Lordevant marqua une pause. Quelque part, dans sa façon de s'exprimer, se terrait cette toute petite trace de culpabilité, qui marquait peut-être le fait qu'il n'y était jamais allé lui-même. Il n'avait jamais revu cet enfant après le dépôt de son témoignage au commissariat. Quelque part en lui vivait une petite voix très affûtée qui profitait parfois que le morale de l'épais commissaire se fasse un peu plus en berne qu'à l'ordinaire pour lui dire que tout aurait pu être différent. Peut-être. Peut-être pas. Lordevant poursuivit néanmoins : « Un jour, j'appelle, la conseillère me dit qu'elle a prévenu la police. Le gamin est pas rentré depuis plusieurs jours. Vous savez, il traînait dans des bars bizarres, à vouloir faire le grand, à essayer de rouler des mécaniques. C'est le genre de coin où, quand vous faites une overdose de drogue, on ne fait pas bien attention à vous. On vous jette dans la rue d'à-côté et on fait en sorte que vous ne soyez pas identifiable. C'est ça, qu'elle m'a dit. Qu'il avait disparu, qu'il était très probablement mort.
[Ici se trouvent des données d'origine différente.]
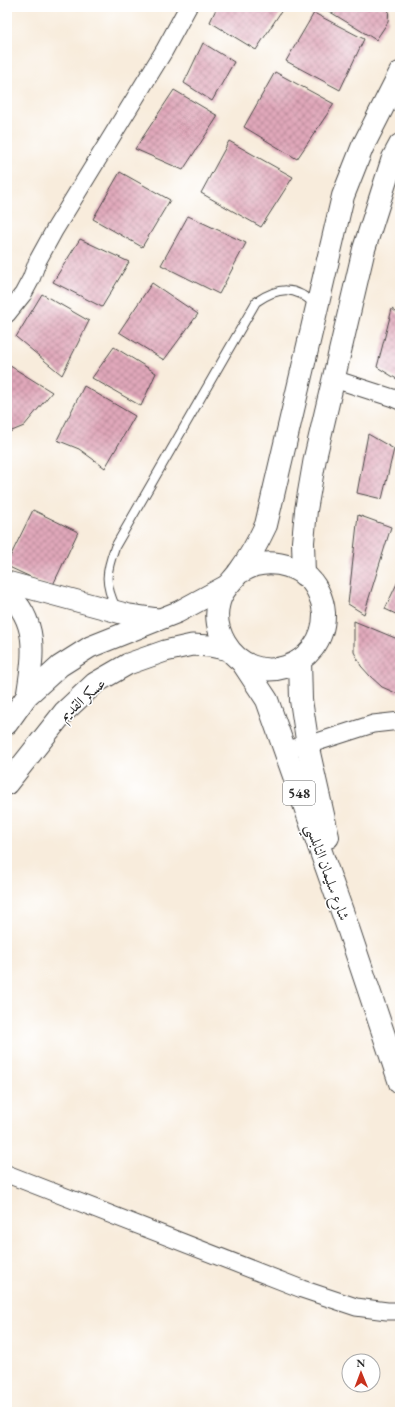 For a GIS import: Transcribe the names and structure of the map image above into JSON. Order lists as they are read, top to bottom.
{
  "streets": {
    "main road": ["548", "شارع سليمان النابلسي"],
    "street": ["عسكر القديم"]
  },
  "crossings": [
    ["عسكر القديم", "شارع سليمان النابلسي"]
  ],
  "north": "top"
} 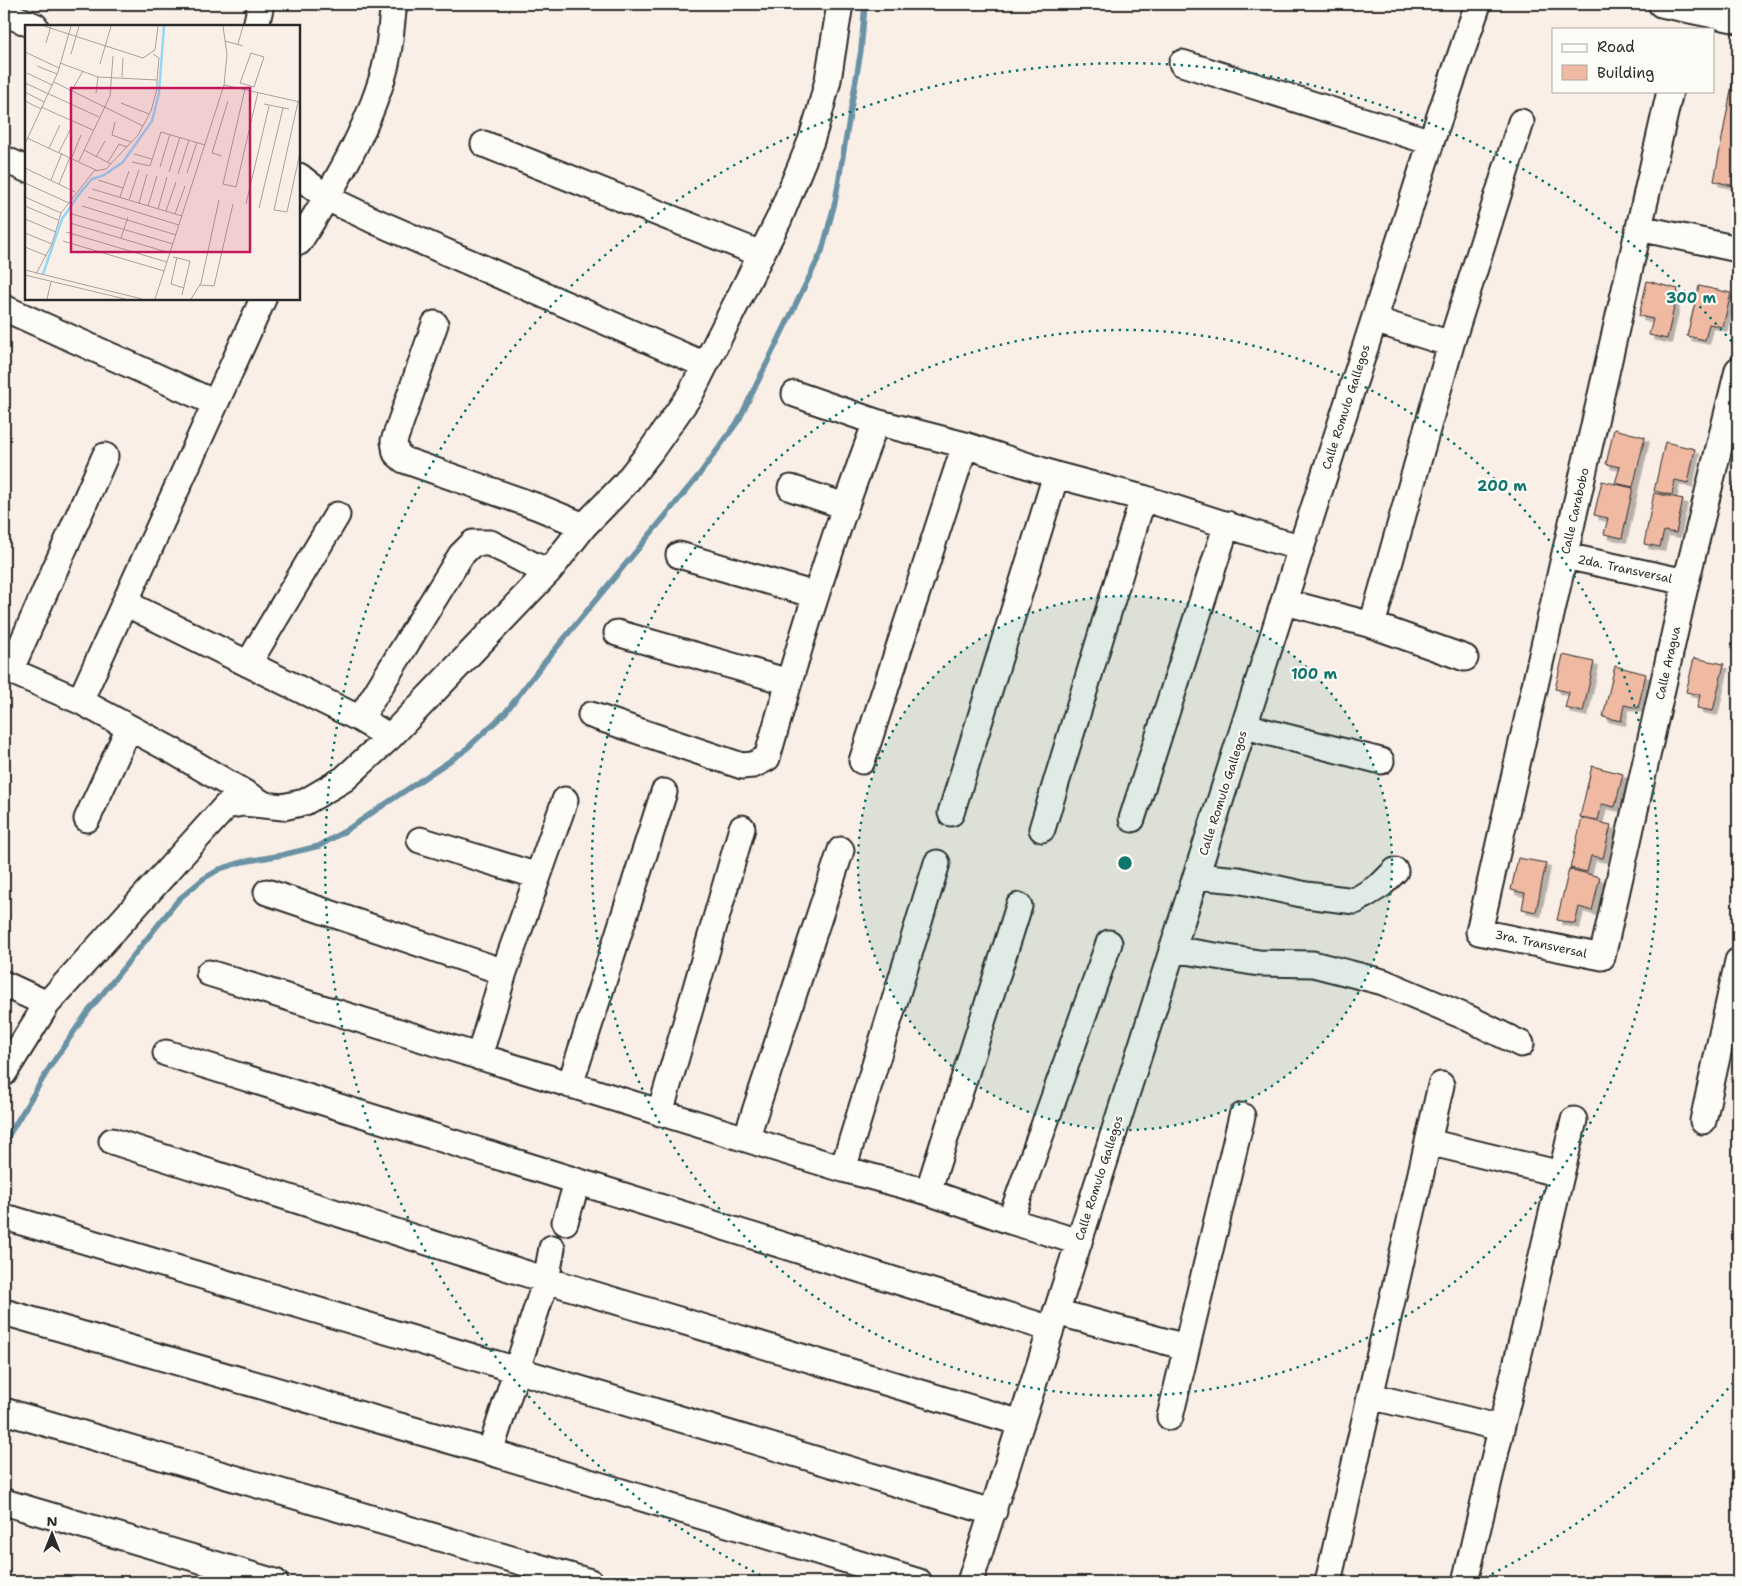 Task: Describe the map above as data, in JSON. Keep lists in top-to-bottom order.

- Merci pour ces informations, Lordevant. Si vous vous sentez trop affecté, vous devriez prendre un peu de repos.

- Vous essayez de me mettre au placard parce que j'ai merdé il y a huit ans ?

- Non, dit fermement Drave. Je vous fais remarquer que vous avez l'air fatigué, soudainement, et que votre bon boulot, vous ne le devez qu'à votre éveil. Or, je pense que vous ne l'êtes plus assez. Retirez-vous, je vous ferai part de mes découvertes. »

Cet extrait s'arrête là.